Odds ratios for an outcome of CIN3+ vs. resolved HPV16 infections were calculated for every SNP that occurred >10 times in the imputed and determined nucleotide sequences for 412 HPV16 positive samples from the Guanacaste, Costa Rica cohort [10]. Odds ratios for each SNP are plotted against their position in the genome. Some stratification of SNPs by odds ratio is evident. By mapping the bands of SNPs back to the lineage-specific SNP plot, it was possible to determine that the band with the highest odds ratio was composed of SNPs from the AA1 sublineage. For comparison, red boxes indicate the bands containing AA1- and AA2-specific SNPs. Due to statistical power limitations in this study, none of the SNPs attained viral genome-wide significance. Despite this, the plot suggests differences in disease association between sublineages.

https://doi.org/10.1371/journal.pone.0021375.g004

Discussion

The association of HPV and cervix cancer has always been based on the detection of the HPV genome, since standard virologic methods proved insensitive [28]. The association of HPV genomes with cervix cancer was first established prior to the development of PCR when only crude assays were available and there was limited ability to distinguish individual HPV types [29]. With the development and improvement of HPV assays, it became well recognized throughout the world that association with cervix cancer risk was based on the DNA sequence of the HPV genomes, with the genome of HPV16 having an extraordinary association with cervix cancer [18]. Other evolutionarily related HPV genomes, predominantly of the alpha-9 (HPV16-related) and alpha-7 (HPV18-related) species groups, were also shown to be associated with cervix cancer, but less so than HPV16. Nevertheless, the underlying nucleotide changes responsible for the association with cancer and more specifically, the huge risk associated with HPV16, have gone largely unsolved. Further developments in DNA sequencing technology allowed a finer resolution of HPV types into variant lineages, and application of sequencing short regions of the HPV genome provided compelling evidence that variants of HPV16 of the non-European lineage had a stronger association with high-grade cervix neoplasia and cancer than the European lineage [10], [30], [31]. This report is a step forward in understanding the genetic basis of HPV carcinogenicity at the nucleotide level. We assessed sequence imputation from a large number of complete genome sequences using knowledge about the evolution of HPV16 genomes [8] and demonstrate that lineage fixation is so strong that diagnostic SNPs for evolutionarily stable variant sublineages can be found and are distributed across the genome. We observed a subgroup of an HPV16 AA variant lineage with a possibly elevated risk for CIN3+ within this host population. This latter observation suggests that future work might be able to stratify a virus carrier's risk of precancer or cancer by different lineages, sublineages and possibly even smaller evolved groupings.

At the nucleotide level, we show that the fixation of most SNPs within lineages allows imputation of the conserved lineage specific SNPs with high accuracy; however, the majority of imputed SNPs do not provide new information on risk assessment, since they are highly correlated. Causal SNPs that happen to be lineage-specific cannot be distinguished from non-causal lineage-specific SNPs, based on odds ratio. This is due to the high lineage fixation (equivalent to linkage disequilibrium in recombining genomes) in HPV16 and means that, as performed here, phylogenetic information must be taken into account when analyzing SNPs with elevated odds ratios in HPV. SNPs within high LD (non-recombining) regions of the human and other diploid genomes will have similar properties. In addition, the set of non-lineage-specific SNPs, those that are not correlated with the set of measured SNPs, will have to be determined directly before their contribution to risk and pathogenesis can be assessed.

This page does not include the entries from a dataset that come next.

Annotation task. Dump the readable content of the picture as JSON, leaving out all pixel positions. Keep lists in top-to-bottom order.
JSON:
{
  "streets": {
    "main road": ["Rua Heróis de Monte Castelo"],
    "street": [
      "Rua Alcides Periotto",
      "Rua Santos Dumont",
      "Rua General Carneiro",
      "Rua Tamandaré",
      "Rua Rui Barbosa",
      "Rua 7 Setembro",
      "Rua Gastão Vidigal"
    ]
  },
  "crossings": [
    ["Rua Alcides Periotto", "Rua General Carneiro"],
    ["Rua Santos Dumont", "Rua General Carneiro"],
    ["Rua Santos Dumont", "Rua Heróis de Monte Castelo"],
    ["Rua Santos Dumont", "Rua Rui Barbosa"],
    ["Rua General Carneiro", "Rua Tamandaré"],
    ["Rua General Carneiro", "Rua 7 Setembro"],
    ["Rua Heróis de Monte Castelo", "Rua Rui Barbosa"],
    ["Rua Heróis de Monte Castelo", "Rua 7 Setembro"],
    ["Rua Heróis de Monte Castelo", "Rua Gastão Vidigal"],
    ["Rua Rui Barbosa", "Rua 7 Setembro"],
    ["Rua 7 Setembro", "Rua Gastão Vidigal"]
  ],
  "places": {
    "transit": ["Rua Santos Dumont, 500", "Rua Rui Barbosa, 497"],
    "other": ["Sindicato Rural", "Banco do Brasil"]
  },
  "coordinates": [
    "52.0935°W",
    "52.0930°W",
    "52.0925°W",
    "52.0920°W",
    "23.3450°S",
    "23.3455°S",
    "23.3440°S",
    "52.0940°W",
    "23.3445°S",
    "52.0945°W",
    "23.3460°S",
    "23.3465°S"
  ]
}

The analysis of genetic relatedness (Fig. 2) between the complete genomes of a large set of HPV16 isolates, sampled for maximum diversity from around the world, demonstrated the presence of distinct and evolutionarily stable sublineages. Analysis of lineage defining SNPs in the HPV16 genome revealed that for many nodes on the phylogenetic tree, diagnostic SNPs were distributed across the entire genome, in contrast to genomes that undergo recombination with SNPs typically being correlated by distance [32]. Most publicly available imputation software (e.g., fastPHASE [20], IMPUTE [21], PLINK [33], EMINIM [16]) requires pedigree information or large-scale reference panels of haplotypes with information on several million SNPs, as well as recombination and mutation parameters which are pre-defined or extrapolated from the data. Hidden Markov Models, upon which this type of software is based, are suited to imputing where typed (measured) markers are distributed across the entire genome and are useful for genomes that undergo recombination. Additionally, because most genetic studies focus on diploid organisms, few of the publicly available programs are designed to work with other types of genomes (e.g., double stranded DNA viral genomes such as HPV). These software (i.e., fastPHASE and IMPUTE) were evaluated for use with our data, but it was ultimately determined that a simple BLAST-based approach would more effectively leverage the properties of our data and HPV genetics, and simplify interpretation of results.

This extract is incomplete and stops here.